WHAT IS NEEDED >>
Nothing but an exact repetition of the listing should be returned.

MATERIAL FOR THIS TASK >>
━━━━━━━━━━━━━━━━━━━━

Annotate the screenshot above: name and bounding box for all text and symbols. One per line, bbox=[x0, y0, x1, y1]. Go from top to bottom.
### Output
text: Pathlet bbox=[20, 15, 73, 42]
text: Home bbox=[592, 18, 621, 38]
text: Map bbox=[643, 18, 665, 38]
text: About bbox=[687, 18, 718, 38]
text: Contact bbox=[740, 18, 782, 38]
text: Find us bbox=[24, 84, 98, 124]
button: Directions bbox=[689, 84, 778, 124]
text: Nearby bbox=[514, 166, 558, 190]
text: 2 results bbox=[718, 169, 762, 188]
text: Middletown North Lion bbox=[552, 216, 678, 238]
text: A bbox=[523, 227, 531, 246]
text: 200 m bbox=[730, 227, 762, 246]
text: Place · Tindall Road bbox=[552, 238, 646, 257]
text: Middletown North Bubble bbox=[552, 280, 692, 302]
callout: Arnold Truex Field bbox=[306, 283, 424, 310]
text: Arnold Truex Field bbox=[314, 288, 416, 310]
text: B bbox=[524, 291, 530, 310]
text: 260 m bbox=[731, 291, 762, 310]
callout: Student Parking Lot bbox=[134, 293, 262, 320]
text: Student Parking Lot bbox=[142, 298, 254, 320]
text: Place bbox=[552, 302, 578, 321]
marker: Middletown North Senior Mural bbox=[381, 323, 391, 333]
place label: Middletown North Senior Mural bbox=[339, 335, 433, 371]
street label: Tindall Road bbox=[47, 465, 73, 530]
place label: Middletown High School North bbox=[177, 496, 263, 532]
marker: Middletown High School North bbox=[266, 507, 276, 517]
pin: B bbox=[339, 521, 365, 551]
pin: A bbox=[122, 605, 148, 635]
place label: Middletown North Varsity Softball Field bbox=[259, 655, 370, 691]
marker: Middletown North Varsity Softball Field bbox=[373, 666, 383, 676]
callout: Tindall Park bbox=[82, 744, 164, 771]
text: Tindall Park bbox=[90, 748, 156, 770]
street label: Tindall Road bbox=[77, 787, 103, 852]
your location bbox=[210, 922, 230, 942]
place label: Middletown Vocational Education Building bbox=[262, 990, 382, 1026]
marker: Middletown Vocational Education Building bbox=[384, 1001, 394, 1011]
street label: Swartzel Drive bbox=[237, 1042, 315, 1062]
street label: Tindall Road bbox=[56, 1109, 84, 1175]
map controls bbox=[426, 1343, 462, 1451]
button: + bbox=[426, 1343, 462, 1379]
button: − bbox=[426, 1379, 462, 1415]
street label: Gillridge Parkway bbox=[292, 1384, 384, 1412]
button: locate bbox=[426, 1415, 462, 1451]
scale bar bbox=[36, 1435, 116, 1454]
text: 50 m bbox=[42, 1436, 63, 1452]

━━━━━━━━━━━━━━━━━━━━

SOLUTION TO THE PROBLEM >>
Annotate the screenshot above: name and bounding box for all text and symbols. One per line, bbox=[x0, y0, x1, y1]. Go from top to bottom.
### Output
text: Pathlet bbox=[20, 15, 73, 42]
text: Home bbox=[592, 18, 621, 38]
text: Map bbox=[643, 18, 665, 38]
text: About bbox=[687, 18, 718, 38]
text: Contact bbox=[740, 18, 782, 38]
text: Find us bbox=[24, 84, 98, 124]
button: Directions bbox=[689, 84, 778, 124]
text: Nearby bbox=[514, 166, 558, 190]
text: 2 results bbox=[718, 169, 762, 188]
text: Middletown North Lion bbox=[552, 216, 678, 238]
text: A bbox=[523, 227, 531, 246]
text: 200 m bbox=[730, 227, 762, 246]
text: Place · Tindall Road bbox=[552, 238, 646, 257]
text: Middletown North Bubble bbox=[552, 280, 692, 302]
callout: Arnold Truex Field bbox=[306, 283, 424, 310]
text: Arnold Truex Field bbox=[314, 288, 416, 310]
text: B bbox=[524, 291, 530, 310]
text: 260 m bbox=[731, 291, 762, 310]
callout: Student Parking Lot bbox=[134, 293, 262, 320]
text: Student Parking Lot bbox=[142, 298, 254, 320]
text: Place bbox=[552, 302, 578, 321]
marker: Middletown North Senior Mural bbox=[381, 323, 391, 333]
place label: Middletown North Senior Mural bbox=[339, 335, 433, 371]
street label: Tindall Road bbox=[47, 465, 73, 530]
place label: Middletown High School North bbox=[177, 496, 263, 532]
marker: Middletown High School North bbox=[266, 507, 276, 517]
pin: B bbox=[339, 521, 365, 551]
pin: A bbox=[122, 605, 148, 635]
place label: Middletown North Varsity Softball Field bbox=[259, 655, 370, 691]
marker: Middletown North Varsity Softball Field bbox=[373, 666, 383, 676]
callout: Tindall Park bbox=[82, 744, 164, 771]
text: Tindall Park bbox=[90, 748, 156, 770]
street label: Tindall Road bbox=[77, 787, 103, 852]
your location bbox=[210, 922, 230, 942]
place label: Middletown Vocational Education Building bbox=[262, 990, 382, 1026]
marker: Middletown Vocational Education Building bbox=[384, 1001, 394, 1011]
street label: Swartzel Drive bbox=[237, 1042, 315, 1062]
street label: Tindall Road bbox=[56, 1109, 84, 1175]
map controls bbox=[426, 1343, 462, 1451]
button: + bbox=[426, 1343, 462, 1379]
button: − bbox=[426, 1379, 462, 1415]
street label: Gillridge Parkway bbox=[292, 1384, 384, 1412]
button: locate bbox=[426, 1415, 462, 1451]
scale bar bbox=[36, 1435, 116, 1454]
text: 50 m bbox=[42, 1436, 63, 1452]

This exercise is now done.